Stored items
------------

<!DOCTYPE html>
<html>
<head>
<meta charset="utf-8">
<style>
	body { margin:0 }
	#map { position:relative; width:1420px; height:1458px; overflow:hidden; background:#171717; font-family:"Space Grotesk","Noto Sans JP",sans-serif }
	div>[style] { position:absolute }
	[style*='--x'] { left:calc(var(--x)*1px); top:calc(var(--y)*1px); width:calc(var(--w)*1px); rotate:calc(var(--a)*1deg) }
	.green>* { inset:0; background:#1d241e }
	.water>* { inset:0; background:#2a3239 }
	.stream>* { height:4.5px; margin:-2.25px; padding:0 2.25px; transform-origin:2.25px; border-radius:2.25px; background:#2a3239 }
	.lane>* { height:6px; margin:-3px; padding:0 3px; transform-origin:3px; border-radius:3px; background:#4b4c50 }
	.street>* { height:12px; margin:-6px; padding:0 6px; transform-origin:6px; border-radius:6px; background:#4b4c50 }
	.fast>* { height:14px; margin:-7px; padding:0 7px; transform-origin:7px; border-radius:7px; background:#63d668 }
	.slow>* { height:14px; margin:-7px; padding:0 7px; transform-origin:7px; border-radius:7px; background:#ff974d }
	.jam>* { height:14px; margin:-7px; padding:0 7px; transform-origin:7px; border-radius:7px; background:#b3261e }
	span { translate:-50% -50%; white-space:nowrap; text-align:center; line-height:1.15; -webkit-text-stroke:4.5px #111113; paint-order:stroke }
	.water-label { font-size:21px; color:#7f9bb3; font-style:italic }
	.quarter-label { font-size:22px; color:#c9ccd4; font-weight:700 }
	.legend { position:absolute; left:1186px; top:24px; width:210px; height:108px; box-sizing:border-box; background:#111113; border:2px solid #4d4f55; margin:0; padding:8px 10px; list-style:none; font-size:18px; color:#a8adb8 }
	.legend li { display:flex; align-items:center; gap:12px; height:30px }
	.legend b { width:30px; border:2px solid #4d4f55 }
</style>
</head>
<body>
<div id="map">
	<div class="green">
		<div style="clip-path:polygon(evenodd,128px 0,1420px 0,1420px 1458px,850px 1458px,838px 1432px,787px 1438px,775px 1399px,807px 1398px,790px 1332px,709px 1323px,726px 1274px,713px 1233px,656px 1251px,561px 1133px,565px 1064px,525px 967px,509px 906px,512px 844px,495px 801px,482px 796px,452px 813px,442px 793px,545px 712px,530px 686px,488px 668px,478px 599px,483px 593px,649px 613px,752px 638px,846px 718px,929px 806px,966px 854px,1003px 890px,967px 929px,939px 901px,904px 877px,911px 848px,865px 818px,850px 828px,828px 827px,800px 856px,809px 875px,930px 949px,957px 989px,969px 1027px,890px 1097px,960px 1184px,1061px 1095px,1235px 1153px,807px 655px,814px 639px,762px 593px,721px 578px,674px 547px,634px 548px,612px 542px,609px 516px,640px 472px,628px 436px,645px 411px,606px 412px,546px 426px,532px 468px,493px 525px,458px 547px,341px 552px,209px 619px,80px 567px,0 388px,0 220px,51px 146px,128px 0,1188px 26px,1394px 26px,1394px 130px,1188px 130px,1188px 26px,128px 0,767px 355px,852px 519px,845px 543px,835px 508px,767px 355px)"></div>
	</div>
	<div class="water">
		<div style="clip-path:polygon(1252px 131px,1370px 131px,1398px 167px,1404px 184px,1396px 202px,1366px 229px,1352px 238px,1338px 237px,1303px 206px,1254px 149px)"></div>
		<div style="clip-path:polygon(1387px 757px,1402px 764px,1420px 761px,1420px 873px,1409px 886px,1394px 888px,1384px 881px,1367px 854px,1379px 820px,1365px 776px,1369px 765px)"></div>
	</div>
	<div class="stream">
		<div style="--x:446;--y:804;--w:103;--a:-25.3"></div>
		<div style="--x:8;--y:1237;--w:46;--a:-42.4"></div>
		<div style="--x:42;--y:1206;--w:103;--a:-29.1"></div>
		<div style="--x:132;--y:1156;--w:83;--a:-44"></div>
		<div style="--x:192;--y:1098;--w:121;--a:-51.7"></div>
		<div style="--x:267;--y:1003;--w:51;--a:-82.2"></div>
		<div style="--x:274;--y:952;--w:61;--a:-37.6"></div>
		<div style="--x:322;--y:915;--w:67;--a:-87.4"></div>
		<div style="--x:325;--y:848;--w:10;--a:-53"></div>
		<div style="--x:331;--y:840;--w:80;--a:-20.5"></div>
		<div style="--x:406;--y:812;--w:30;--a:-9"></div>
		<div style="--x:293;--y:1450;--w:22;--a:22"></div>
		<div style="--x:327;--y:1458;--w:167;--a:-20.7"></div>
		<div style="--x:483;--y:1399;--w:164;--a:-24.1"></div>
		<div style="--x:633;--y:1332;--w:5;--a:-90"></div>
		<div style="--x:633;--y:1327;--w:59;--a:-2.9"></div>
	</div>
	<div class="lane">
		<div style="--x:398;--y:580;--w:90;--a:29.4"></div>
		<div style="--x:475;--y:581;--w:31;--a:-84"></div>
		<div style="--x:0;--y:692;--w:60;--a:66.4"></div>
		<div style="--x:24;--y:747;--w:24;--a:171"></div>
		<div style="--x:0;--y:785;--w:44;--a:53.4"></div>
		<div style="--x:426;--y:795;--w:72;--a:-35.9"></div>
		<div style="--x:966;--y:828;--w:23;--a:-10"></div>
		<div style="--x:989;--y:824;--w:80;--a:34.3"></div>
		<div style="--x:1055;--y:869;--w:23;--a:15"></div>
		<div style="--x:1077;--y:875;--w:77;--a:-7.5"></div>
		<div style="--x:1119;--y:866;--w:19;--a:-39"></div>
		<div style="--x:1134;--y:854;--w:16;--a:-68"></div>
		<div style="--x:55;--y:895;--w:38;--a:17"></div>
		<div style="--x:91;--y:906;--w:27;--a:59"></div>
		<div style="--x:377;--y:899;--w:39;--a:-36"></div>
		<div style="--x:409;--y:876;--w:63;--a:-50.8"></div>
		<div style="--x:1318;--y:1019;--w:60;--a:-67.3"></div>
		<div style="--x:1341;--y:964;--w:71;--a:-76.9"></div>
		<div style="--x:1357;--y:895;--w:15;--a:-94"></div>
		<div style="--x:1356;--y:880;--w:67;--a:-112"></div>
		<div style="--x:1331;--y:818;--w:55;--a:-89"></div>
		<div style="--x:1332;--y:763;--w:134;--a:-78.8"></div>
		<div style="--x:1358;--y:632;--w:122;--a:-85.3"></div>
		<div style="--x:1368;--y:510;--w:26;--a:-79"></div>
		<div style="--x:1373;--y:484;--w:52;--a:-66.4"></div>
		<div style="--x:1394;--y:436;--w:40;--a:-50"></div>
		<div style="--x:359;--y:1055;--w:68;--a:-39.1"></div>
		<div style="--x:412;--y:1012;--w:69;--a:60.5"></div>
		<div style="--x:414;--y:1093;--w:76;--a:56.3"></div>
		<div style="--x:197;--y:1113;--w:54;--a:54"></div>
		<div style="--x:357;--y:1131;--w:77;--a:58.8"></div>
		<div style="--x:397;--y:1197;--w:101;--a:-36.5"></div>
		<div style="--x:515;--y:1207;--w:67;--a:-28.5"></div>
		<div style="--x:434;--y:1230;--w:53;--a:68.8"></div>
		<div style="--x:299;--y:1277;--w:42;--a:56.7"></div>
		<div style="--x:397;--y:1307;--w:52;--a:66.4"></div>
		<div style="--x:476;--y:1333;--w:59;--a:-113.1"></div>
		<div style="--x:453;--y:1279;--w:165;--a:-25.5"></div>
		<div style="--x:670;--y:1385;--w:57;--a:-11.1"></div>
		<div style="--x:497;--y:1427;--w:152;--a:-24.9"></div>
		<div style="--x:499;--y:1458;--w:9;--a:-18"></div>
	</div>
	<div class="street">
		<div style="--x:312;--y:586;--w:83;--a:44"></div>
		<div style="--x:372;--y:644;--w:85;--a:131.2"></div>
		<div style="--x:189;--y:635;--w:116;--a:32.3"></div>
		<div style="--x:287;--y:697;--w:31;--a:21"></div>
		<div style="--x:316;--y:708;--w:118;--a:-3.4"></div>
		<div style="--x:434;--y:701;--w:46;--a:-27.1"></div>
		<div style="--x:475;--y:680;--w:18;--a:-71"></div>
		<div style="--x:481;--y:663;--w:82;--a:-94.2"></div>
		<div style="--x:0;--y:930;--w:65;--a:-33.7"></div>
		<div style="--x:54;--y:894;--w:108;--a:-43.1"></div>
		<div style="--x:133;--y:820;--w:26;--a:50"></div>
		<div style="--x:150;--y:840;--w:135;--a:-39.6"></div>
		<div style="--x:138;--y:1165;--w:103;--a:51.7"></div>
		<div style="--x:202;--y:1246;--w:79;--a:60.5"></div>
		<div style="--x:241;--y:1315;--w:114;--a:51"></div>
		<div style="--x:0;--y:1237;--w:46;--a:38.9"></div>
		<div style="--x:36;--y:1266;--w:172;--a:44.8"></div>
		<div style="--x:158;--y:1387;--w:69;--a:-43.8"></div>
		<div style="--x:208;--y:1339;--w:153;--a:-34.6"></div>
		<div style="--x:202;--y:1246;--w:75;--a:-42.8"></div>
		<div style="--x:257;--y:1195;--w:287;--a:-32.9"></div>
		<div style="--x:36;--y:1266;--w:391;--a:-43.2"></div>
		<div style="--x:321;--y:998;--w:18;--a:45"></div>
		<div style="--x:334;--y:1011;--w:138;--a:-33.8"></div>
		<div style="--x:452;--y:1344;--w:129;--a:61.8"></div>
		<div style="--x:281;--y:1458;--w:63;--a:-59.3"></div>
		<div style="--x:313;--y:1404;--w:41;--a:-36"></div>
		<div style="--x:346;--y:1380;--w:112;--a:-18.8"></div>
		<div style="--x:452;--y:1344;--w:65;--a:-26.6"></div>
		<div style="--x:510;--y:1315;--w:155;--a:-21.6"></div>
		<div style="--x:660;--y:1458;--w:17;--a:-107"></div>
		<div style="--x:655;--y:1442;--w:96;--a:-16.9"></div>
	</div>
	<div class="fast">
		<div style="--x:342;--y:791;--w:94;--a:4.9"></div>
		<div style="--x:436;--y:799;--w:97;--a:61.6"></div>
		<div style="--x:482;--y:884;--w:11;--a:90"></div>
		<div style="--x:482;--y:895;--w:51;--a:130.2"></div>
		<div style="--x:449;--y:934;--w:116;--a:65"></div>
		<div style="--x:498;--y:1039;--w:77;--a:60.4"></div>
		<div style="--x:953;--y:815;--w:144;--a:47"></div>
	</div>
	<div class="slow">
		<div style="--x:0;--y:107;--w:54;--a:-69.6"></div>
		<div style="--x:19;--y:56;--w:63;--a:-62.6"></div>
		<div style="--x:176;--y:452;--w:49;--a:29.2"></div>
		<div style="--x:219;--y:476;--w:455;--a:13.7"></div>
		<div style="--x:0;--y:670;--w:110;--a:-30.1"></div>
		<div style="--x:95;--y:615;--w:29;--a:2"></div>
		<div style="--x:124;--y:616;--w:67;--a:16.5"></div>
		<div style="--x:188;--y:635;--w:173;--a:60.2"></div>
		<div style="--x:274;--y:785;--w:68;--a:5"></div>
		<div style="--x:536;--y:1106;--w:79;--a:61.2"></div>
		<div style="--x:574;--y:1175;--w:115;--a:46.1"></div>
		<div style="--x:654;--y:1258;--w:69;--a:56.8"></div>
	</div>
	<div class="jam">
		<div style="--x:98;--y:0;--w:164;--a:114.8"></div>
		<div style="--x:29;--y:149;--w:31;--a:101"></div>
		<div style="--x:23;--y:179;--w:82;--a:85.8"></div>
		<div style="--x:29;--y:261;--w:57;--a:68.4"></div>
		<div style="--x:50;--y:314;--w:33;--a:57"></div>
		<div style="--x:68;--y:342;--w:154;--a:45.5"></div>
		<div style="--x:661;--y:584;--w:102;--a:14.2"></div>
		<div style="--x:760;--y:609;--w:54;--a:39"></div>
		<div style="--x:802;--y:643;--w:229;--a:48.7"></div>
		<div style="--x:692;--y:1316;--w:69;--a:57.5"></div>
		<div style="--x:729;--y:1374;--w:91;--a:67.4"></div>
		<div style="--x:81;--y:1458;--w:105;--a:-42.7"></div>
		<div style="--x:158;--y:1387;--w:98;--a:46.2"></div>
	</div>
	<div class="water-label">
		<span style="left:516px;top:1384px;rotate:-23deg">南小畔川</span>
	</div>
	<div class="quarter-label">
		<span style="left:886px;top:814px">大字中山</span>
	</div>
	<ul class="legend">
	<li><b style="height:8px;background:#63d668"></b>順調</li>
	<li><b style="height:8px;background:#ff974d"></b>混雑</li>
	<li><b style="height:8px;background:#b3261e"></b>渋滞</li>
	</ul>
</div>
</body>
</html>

------------

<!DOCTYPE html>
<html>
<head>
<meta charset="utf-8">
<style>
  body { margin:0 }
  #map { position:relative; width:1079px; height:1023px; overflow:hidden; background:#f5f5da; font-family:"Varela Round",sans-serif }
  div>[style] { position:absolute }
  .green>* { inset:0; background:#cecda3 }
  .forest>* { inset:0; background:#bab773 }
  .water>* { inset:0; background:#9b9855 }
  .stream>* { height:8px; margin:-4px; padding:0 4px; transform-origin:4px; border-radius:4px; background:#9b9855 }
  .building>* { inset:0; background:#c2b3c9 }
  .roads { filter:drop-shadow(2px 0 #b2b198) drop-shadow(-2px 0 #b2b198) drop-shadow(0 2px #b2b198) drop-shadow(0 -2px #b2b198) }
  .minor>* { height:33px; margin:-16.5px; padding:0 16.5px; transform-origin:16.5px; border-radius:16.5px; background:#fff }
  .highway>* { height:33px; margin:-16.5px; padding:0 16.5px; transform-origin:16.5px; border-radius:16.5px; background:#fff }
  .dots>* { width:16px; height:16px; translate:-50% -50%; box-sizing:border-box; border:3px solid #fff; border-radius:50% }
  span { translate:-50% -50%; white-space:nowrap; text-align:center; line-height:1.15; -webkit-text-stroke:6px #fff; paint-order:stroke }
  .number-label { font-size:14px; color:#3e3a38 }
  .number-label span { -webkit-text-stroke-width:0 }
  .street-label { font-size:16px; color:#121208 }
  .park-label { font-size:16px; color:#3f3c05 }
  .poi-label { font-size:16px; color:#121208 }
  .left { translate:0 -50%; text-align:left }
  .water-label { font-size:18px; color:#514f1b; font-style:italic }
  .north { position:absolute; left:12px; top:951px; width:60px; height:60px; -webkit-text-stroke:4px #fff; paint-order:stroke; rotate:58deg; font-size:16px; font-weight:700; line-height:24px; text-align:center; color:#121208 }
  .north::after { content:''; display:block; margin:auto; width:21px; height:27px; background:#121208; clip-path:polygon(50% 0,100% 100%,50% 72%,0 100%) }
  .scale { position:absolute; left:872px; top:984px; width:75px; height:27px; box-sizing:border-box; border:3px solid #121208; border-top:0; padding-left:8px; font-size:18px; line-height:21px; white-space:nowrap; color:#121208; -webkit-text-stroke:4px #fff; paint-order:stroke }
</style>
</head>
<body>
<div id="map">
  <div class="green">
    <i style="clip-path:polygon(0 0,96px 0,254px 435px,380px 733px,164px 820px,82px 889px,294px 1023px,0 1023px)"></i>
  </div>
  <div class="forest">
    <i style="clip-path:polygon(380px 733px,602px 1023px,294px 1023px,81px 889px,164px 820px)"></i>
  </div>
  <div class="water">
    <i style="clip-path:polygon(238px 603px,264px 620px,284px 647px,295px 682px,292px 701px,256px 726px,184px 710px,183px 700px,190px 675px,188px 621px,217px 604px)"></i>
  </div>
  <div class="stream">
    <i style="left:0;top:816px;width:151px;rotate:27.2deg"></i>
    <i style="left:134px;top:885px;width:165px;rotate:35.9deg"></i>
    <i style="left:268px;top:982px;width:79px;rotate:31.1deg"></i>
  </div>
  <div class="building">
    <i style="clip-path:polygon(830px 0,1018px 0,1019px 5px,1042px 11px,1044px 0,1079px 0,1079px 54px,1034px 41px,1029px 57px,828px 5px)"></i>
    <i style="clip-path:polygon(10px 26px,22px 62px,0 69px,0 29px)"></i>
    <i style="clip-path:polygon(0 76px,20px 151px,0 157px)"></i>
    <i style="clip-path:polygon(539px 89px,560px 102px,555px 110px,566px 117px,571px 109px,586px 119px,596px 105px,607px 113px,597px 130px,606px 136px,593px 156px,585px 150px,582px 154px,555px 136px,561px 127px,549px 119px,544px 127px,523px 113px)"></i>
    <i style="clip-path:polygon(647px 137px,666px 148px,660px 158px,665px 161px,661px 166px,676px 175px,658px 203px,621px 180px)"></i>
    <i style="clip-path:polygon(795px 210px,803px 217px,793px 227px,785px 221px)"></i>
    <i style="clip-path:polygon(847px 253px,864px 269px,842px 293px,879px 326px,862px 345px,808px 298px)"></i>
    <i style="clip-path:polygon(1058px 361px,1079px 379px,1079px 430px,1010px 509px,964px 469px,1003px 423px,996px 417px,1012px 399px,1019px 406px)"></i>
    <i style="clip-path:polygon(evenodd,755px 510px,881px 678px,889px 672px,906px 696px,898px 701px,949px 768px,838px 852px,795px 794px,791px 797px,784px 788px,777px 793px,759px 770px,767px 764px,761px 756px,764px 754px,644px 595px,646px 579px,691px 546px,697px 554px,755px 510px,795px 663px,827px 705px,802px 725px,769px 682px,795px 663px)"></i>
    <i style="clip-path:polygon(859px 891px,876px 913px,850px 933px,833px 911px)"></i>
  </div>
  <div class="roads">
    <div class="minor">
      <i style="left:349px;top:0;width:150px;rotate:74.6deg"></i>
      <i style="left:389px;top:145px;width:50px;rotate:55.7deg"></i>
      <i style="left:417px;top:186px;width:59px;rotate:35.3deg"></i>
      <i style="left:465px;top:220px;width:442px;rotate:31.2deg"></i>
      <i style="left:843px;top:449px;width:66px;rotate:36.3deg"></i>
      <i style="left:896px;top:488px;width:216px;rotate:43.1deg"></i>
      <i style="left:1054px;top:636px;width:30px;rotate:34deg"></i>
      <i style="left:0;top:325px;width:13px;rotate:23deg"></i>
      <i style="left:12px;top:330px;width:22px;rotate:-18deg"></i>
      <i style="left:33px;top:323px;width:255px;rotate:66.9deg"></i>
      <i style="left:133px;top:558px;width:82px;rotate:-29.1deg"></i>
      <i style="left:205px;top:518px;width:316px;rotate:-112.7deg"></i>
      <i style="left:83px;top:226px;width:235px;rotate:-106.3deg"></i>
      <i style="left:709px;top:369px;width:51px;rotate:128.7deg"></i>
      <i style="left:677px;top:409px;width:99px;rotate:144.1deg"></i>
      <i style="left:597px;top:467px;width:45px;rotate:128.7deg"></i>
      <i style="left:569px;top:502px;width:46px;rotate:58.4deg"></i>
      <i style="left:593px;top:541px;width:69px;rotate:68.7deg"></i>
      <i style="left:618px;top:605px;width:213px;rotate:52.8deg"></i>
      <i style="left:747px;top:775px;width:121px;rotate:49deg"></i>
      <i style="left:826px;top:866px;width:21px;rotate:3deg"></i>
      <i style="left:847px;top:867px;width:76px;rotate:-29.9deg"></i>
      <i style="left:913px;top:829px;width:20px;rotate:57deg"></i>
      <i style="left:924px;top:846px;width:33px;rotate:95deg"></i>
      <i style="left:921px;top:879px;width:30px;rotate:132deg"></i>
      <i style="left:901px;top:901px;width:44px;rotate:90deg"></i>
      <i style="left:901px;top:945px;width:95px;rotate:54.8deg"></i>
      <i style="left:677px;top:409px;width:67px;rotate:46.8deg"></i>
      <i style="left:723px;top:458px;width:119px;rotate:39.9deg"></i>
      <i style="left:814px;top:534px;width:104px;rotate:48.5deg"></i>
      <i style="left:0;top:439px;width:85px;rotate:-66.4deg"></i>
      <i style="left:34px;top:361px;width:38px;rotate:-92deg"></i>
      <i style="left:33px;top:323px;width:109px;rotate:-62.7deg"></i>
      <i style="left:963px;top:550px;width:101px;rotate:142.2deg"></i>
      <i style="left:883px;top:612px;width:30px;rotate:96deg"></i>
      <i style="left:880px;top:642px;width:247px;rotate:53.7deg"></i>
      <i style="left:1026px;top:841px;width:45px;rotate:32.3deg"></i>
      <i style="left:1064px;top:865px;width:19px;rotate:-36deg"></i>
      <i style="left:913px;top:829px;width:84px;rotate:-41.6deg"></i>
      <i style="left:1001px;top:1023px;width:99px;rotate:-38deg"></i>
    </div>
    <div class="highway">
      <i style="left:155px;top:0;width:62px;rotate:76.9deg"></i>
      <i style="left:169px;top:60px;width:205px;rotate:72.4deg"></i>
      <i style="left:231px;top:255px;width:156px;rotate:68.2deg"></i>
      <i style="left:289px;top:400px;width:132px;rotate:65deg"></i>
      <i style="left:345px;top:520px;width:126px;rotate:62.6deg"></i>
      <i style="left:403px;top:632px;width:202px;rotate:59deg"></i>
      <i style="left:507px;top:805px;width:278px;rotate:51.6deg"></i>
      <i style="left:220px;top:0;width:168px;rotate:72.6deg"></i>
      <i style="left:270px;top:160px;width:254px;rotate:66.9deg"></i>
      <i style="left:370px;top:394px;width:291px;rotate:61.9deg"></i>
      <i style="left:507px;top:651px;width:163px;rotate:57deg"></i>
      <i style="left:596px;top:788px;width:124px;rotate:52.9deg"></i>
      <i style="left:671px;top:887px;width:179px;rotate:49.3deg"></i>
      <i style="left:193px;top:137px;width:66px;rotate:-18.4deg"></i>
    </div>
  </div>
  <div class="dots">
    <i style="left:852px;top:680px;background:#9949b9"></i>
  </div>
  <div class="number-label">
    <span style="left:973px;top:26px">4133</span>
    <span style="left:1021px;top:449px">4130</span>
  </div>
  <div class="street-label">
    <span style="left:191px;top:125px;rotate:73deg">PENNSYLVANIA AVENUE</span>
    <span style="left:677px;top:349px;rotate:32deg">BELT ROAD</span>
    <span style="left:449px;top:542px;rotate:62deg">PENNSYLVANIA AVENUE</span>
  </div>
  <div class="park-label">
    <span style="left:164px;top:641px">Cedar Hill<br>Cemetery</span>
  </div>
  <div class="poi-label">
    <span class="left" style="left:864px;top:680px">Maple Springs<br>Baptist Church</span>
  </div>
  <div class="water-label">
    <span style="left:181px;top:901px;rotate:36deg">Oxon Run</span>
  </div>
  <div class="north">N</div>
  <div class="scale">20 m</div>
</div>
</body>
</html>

------------

▶ **EXERCISE**
Find every line of the data above that holds the word "hidden", then state how many there are and nothing else.

▶ **SOLUTION TO THIS PROBLEM**
2